VERTIC has now released the fourth and penultimate paper in its series on the Comprehensive Nuclear-Test-Ban Treaty (CTBT) and its verification regime. This paper, on ‘Prospects for Entry Into Force’, is written by Jeffrey Lewis, director of the Nuclear Strategy and Non-Proliferation Initiative at the New America Foundation and founder of the highly-regarded Arms Control Wonk online blog.

The paper takes each of the nine remaining ‘Annex II’ hold-outs—whose ratifications are essential for the CTBT to come into force—in turn, assessing the likelihood of their full assent to the treaty in the coming months and years. Overall, the paper strikes a hopeful tone, noting that even the ‘hard cases’ of India, Pakistan and North Korea are not lost causes. On the latter, and arguably the hardest case of all, Mr Lewis notes that a breakthrough in US-North Korean relations could ‘rapidly result’ in North Korean ratification.

With regard to the three Middle Eastern Annex II states whose ratifications remain outstanding (Egypt, Iran and Israel), prospects for ratification are ‘inexorably entwined with the complexities and nuances of their regional security situations,’ says Mr Lewis. But, he suggests, movement forward on the long-proposed Middle Eastern Nuclear Weapons-Free Zone at the recent review conference of parties to the Nuclear Non-Proliferation Treaty sets an ‘encouraging precedent.’

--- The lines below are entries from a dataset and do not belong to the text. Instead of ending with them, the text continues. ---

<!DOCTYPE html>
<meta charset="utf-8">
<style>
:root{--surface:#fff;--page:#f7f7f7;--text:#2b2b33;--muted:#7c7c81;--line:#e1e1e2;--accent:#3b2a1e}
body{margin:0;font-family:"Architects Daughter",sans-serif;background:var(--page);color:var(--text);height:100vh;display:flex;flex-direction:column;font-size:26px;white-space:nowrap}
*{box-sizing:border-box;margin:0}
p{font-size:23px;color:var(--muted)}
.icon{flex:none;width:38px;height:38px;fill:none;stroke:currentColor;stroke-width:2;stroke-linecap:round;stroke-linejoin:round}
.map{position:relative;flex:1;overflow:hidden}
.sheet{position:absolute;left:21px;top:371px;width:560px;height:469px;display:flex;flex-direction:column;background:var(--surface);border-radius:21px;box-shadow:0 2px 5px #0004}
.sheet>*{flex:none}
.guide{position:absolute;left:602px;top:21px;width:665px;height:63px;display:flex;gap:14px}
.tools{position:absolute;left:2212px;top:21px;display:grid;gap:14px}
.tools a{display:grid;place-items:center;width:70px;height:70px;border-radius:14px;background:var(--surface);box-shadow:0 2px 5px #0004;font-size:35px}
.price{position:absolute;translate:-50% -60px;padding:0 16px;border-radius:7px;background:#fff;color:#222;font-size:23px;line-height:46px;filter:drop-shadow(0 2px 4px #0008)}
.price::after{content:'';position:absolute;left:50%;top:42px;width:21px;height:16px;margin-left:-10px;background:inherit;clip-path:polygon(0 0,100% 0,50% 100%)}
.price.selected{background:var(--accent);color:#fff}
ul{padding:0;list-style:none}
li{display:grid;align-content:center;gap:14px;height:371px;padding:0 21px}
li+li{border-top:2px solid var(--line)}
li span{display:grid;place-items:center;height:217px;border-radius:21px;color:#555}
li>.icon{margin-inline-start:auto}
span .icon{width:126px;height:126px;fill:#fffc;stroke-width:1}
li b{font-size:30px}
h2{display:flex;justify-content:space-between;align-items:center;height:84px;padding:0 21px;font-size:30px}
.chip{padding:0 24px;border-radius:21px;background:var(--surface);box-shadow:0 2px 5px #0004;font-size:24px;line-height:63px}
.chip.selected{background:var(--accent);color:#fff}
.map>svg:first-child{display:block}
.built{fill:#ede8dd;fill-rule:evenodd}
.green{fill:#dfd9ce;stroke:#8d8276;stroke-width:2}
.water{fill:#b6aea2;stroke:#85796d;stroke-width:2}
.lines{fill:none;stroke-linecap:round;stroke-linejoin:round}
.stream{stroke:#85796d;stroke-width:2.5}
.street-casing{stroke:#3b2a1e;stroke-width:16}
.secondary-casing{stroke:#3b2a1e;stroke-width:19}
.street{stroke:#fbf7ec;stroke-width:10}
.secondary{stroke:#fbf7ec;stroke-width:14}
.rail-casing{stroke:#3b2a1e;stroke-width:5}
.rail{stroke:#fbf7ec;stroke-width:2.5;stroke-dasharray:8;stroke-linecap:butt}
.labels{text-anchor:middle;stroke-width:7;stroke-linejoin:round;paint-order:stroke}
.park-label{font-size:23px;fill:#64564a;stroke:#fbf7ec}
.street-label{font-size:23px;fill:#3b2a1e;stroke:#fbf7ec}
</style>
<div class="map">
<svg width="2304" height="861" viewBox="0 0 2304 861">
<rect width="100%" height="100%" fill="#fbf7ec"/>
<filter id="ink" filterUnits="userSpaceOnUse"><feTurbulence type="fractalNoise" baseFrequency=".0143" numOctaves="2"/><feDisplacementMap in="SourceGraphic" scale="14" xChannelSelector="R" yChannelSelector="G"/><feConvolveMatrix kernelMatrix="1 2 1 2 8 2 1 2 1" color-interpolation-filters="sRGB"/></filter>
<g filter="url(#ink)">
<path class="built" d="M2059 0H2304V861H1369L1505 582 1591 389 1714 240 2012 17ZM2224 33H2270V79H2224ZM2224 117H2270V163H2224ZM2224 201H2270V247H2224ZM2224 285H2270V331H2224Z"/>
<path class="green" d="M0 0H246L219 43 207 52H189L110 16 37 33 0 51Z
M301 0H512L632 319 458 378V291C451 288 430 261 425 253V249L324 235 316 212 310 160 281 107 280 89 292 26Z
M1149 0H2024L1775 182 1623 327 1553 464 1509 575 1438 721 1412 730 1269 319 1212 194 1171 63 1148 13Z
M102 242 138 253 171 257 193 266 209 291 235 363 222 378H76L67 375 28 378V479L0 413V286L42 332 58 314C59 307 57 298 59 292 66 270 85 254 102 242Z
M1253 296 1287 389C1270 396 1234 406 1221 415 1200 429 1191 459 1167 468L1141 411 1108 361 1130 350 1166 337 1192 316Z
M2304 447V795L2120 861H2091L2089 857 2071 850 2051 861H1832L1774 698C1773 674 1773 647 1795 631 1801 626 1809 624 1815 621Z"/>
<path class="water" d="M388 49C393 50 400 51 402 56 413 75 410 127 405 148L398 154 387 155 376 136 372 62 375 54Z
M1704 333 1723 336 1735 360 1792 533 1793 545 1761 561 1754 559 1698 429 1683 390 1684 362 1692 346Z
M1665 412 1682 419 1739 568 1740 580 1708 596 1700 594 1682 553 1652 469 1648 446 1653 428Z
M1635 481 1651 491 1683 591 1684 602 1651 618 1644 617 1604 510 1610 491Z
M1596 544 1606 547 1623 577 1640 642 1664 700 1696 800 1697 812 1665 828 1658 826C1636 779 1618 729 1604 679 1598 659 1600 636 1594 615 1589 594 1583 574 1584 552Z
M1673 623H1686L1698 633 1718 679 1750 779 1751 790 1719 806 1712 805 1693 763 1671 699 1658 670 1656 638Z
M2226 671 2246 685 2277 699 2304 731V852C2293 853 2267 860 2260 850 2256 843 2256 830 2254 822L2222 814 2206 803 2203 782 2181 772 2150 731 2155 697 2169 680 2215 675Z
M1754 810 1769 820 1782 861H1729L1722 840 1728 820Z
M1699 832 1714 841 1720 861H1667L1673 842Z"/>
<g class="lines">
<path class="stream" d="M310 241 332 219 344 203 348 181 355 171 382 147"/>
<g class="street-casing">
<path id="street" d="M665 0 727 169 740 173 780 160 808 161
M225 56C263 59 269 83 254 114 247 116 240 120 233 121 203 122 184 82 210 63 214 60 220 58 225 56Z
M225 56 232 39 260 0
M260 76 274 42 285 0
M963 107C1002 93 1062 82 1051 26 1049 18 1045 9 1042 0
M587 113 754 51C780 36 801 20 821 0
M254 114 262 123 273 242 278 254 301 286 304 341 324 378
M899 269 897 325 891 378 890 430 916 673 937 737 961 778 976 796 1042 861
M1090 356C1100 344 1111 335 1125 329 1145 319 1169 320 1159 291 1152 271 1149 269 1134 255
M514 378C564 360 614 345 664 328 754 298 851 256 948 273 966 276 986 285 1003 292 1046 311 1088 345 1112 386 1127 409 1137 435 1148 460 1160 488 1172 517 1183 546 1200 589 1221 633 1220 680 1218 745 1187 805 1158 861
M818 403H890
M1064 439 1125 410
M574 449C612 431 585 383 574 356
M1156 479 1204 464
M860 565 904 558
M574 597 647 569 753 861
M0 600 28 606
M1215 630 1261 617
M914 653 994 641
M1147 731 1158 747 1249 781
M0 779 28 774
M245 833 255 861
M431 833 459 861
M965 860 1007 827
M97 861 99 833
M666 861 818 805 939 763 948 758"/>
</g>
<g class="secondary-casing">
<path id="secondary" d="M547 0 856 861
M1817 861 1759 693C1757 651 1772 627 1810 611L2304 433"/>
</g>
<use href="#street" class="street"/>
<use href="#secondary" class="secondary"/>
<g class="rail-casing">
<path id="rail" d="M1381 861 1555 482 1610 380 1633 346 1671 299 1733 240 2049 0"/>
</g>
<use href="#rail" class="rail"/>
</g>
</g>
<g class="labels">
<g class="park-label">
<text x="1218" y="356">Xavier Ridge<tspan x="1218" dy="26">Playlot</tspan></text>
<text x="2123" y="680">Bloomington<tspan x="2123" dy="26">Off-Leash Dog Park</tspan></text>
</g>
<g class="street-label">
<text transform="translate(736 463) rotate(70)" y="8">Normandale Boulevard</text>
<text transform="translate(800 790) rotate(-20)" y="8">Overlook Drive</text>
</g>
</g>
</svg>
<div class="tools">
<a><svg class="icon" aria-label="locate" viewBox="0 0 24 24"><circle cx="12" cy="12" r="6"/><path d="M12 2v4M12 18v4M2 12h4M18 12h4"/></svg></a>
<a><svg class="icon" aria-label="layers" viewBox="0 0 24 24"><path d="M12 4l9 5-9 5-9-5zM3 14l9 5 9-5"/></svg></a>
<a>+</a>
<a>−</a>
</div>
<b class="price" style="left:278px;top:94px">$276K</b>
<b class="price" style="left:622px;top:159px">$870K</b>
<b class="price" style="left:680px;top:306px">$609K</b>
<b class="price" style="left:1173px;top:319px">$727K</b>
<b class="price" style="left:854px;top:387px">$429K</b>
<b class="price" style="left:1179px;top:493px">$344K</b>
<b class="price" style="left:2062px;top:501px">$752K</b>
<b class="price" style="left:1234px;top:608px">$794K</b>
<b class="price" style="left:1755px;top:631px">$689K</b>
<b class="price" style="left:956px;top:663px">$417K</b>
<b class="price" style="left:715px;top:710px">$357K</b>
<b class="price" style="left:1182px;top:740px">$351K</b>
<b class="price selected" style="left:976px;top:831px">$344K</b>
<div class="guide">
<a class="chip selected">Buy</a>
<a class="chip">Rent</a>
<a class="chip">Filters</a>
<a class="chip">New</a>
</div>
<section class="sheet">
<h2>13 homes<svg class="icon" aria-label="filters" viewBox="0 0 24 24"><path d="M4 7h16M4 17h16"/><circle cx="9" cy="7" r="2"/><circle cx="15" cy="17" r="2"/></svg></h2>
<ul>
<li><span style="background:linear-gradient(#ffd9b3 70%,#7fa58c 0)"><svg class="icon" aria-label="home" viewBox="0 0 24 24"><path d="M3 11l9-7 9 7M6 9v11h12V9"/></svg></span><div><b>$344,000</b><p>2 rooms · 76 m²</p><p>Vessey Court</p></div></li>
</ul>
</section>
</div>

To finish his paper, Mr Lewis argues that, pending full entry into force, CTBT parties might look to begin to apply the treaty on a provisional basis. ‘States parties could agree to an operational protocol that outlines the treaty’s provisional application,’ he proposes. ‘And while it would be no substitute for actual entry into force of the treaty, such a protocol would enable the CTBTO to function more fully in the intervening period and help bolster the steadily growing norm against the detonation of nuclear devices.’